Avant le choc de Ligue des champions entre Benfica et Chelsea, José Mourinho a pris le temps de revenir sur son riche passé avec le club londonien. Connu comme l’un des entraîneurs les plus emblématiques de l’histoire du football, Mourinho a joué un rôle essentiel dans la transformation de Chelsea en une puissance européenne sous la direction de Roman Abramovich.

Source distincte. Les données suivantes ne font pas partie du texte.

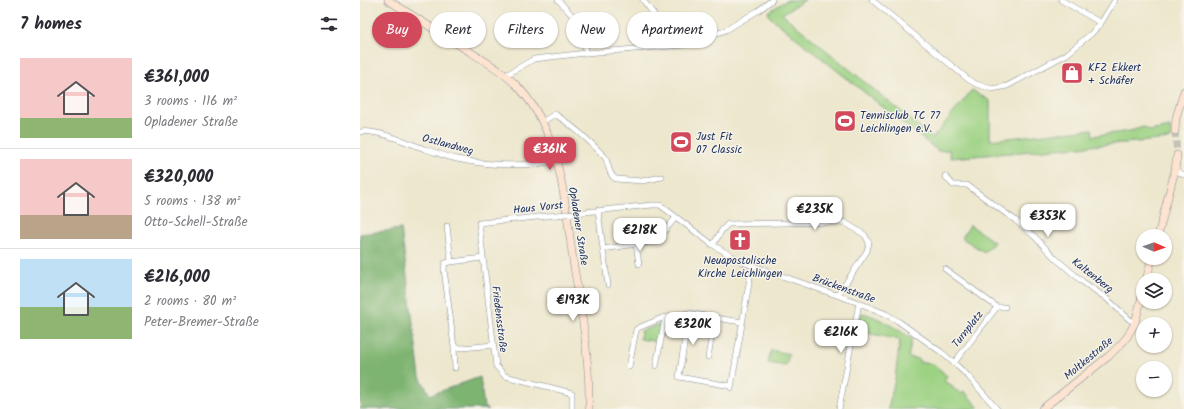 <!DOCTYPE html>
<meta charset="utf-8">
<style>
body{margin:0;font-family:Kalam,sans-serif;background:#f2f2f3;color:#2b2b33;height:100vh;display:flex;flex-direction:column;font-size:15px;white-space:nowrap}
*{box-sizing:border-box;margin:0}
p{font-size:13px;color:#7c7c81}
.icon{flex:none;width:22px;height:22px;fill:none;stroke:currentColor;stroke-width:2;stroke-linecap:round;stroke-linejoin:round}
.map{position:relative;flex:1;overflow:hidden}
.panel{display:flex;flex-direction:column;background:#fff;width:360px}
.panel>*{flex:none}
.guide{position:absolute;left:12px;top:12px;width:380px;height:36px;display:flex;gap:8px}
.needle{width:26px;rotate:92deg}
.controls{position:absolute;left:776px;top:229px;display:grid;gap:8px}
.controls a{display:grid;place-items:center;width:36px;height:36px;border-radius:50%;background:#fff;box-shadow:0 1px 3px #0004;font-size:20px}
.price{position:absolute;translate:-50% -34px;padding:0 9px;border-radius:8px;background:#fff;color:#222;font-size:13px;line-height:26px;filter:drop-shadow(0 1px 2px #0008)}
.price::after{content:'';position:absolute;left:50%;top:24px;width:12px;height:9px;margin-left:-6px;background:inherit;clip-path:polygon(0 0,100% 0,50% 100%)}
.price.active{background:#d1495b;color:#fff}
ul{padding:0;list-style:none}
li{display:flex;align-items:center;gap:12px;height:100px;padding:0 20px}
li+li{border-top:1px solid #e1e1e2}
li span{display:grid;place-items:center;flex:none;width:112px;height:80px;border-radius:0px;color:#555}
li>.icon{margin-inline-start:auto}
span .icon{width:48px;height:48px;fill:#fffc;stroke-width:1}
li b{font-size:17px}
h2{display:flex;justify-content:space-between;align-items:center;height:48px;padding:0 20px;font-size:17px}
.tag{padding:0 14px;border-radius:18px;background:#fff;box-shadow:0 1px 3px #0004;font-size:14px;line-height:36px}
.tag.active{background:#d1495b;color:#fff}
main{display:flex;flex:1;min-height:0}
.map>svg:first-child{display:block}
</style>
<main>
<section class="panel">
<h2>7 homes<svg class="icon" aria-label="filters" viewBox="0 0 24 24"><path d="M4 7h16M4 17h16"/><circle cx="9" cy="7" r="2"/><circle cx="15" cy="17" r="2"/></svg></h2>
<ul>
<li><span style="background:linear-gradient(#f6c9c9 75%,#8fb573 0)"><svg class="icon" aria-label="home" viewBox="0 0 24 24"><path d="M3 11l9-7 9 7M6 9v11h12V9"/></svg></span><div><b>€361,000</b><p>3 rooms · 116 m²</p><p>Opladener Straße</p></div></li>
<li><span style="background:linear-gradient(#f6c9c9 70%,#b9a48a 0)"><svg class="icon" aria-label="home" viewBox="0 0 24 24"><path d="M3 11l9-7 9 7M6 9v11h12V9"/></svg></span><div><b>€320,000</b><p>5 rooms · 138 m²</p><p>Otto-Schell-Straße</p></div></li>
<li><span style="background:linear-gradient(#bfe0f5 60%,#8fb573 0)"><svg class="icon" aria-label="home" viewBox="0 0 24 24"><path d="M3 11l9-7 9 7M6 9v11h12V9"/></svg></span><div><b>€216,000</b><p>2 rooms · 80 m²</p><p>Peter-Bremer-Straße</p></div></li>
</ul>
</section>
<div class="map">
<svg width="824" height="409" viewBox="0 0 824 409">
<rect width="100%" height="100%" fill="#f7f3e8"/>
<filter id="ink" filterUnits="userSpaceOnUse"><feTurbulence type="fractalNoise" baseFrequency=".025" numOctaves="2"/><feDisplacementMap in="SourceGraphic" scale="8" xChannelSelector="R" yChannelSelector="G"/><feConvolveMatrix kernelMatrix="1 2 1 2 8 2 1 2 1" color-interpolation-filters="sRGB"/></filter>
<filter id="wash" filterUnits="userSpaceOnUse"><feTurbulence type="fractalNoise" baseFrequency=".012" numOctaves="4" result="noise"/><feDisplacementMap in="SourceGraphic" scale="16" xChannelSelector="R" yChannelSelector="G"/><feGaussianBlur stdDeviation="0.9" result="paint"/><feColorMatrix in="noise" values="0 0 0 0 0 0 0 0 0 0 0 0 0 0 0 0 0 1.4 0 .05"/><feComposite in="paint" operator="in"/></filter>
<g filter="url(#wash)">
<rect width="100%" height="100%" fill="#ede7cd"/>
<path fill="#9dd283" stroke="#5c8070" d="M427 0H445L422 14 573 138 612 90 630 101V140L732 129 733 136 770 131 784 127 790 131 810 127 811 139 591 158 589 150 578 151 410 17 408 12Z
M610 225 634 242 629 248 624 252 602 238Z
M501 313C514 314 541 331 552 339L548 357 559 359V362L570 364 571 363 575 365 587 376 584 381 593 386 592 388 602 394 604 391 618 407 617 409H528L535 379 540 340 498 331Z
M301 324 298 342 280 339 281 331Z
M411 350 429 354 426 366 408 363Z"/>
<path fill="#7eb471" stroke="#4c7268" d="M41 229 60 377 70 395 120 377 124 407 129 409H0V234Z"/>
</g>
<g filter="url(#ink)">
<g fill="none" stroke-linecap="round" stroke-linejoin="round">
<path stroke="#c3c2b7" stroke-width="7" stroke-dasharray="7 3.5" stroke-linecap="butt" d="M815 131 817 155"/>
<g stroke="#848b96" stroke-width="6">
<path id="street" d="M198 0 224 28 226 53
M283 0 299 21 315 46
M512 0 609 80 616 84 632 89 647 86 707 54 732 33 741 23 755 0
M701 0 741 23
M146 75 174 59 226 53 324 45 366 30 399 10 412 0
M182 122 195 114C213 126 230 141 245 157 249 164 248 175 256 179L282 181 302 177
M0 132C16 129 48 143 65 149 75 152 86 157 97 159 124 165 169 168 197 160
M815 170 824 175
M585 176 593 185H607L655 220 674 236 695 258 723 282 746 298 770 320 775 322
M238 210 243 249
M215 213 292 205H300L353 245 382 262 499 303 526 314 538 321 581 352 594 363 608 376 637 409
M197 215 119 223 136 366 145 376 212 393V409
M87 226 91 262
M276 244 279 264
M353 245 362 230 368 224 484 222 505 235 509 243 507 251 478 295
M122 258 91 262 85 263 84 269 94 347 102 348 133 345
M585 269 637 307H645
M248 285 243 249 297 241 316 217
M329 313 319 377 371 386
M355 318 382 322
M94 347 95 368
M594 363 637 307
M296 366 305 318
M269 367 276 330 278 328 302 318 329 313 355 318 348 357
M371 388 392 266
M479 409 499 303"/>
</g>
<g stroke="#848b96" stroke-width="8">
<path id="secondary" d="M28 0C53 16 77 31 102 47 123 60 144 71 161 90 203 138 205 207 214 267 222 314 230 361 229 409
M815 131 816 118 824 91
M798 236 815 170 817 155
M786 280 792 258
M682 409 749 356 761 344 767 337 775 323 783 292"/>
</g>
<use href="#street" stroke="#fff" stroke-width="5"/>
<use href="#secondary" stroke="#fde4d1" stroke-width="7"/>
<g stroke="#848b96" stroke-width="6" stroke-linecap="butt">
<path id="street-bridge" d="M197 215 215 213"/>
</g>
<use href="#street-bridge" stroke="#fff" stroke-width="5"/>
</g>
</g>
<defs>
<g id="shop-square" transform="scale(1.15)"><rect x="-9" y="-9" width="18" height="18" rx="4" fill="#d1495b" stroke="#f7f3e8"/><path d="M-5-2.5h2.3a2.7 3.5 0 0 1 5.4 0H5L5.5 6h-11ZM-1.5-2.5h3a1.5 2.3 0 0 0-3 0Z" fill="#fff"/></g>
<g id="stadium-square" transform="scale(1.15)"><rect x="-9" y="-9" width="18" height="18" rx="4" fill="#d1495b" stroke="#f7f3e8"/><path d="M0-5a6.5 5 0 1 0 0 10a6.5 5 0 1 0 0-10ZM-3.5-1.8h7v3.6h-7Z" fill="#fff"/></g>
<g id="church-square" transform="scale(1.15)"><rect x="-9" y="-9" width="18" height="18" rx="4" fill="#d1495b" stroke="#f7f3e8"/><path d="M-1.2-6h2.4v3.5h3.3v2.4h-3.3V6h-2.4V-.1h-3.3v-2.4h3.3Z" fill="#fff"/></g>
</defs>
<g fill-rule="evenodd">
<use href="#shop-square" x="712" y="73"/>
<use href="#stadium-square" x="485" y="121"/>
<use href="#stadium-square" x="321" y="142"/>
<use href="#church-square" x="380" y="240"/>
</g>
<g text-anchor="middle" stroke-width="3" stroke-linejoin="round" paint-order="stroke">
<g font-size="11" fill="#1b2f5e" stroke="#f7f3e8" text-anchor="start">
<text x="728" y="71">KFZ Ekkert<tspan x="728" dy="13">+ Schäfer</tspan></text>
<text x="500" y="119">Tennisclub TC 77<tspan x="500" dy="13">Leichlingen e.V.</tspan></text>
<text x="336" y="140">Just Fit<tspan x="336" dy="13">07 Classic</tspan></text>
<text x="380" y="264" text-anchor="middle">Neuapostolische<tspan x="380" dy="13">Kirche Leichlingen</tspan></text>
</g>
<g font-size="11" fill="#1b2f5e" stroke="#f7f3e8">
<text transform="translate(88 144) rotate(15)" y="4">Ostlandweg</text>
<text transform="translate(178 207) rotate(-6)" y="4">Haus Vorst</text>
<text transform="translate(219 226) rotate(81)" y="4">Opladener Straße</text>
<text transform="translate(733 275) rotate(38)" y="4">Kaltenberg</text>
<text transform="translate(484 288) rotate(20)" y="4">Brückenstraße</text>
<text transform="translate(140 319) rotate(83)" y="4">Friedensstraße</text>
<text transform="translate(607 329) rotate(-52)" y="4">Turnplatz</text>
<text transform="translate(728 358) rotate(-40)" y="4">Moltkestraße</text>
</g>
</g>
</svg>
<div class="controls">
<a><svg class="needle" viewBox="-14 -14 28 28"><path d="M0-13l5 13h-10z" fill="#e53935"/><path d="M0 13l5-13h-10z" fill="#7c7c81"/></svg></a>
<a><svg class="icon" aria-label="layers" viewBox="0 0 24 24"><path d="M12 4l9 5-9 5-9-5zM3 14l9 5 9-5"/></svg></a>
<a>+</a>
<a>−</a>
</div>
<b class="price active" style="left:190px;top:171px">€361K</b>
<b class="price" style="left:455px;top:231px">€235K</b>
<b class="price" style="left:688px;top:238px">€353K</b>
<b class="price" style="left:280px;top:252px">€218K</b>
<b class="price" style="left:213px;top:322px">€193K</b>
<b class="price" style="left:333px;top:346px">€320K</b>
<b class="price" style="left:481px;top:354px">€216K</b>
<div class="guide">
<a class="tag active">Buy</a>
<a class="tag">Rent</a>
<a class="tag">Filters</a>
<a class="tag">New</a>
<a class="tag">Apartment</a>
</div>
</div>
</main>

« Le Chelsea d’Abramovich, mon Chelsea, celui que nous avons bâti et qui a perduré pendant de nombreuses années, était un club gagnant. Il a tout gagné – d’abord avec moi, puis avec Carlo Ancelotti, Antonio Conte et Thomas Tuchel. Chelsea était une véritable machine à gagner. L’équipe remportait des trophées chaque saison », a déclaré Mourinho au Daily Mail. Les mots de Mourinho évoquent le souvenir d’une équipe de Chelsea définie par la domination, la résilience et une culture du succès. À son arrivée en 2004, l’entraîneur portugais a transformé le club en l’une des équipes les plus redoutées d’Angleterre et d’Europe. Grâce à l’investissement d’Abramovich, Mourinho a recruté des joueurs clés, a établi une identité défensive forte et a immédiatement remporté des trophées.
Lors de son premier passage à Stamford Bridge, Mourinho a mené Chelsea à deux titres de Premier League consécutifs (2004-2005 et 2005-2006), ainsi qu’à des coupes nationales qui ont consolidé la réputation du club comme nouvelle force dominante de l’Angleterre. Son mélange de discipline tactique, de solidité défensive et d’acuité psychologique a fait de Chelsea un adversaire redoutable. Mais l’influence de Mourinho s’est étendue au-delà de son propre mandat. Il a posé les bases d’une mentalité de gagnant qui a perduré au fil des ans. Les entraîneurs qui lui ont succédé, tels que Carlo Ancelotti, qui a remporté le doublé national en 2010 ; Antonio Conte, qui a ramené le titre de Premier League en 2017 ; et Thomas Tuchel, qui a mené Chelsea au titre de Ligue des champions en 2021, ont tous bénéficié de la culture de la victoire inculquée par Mourinho et Abramovich.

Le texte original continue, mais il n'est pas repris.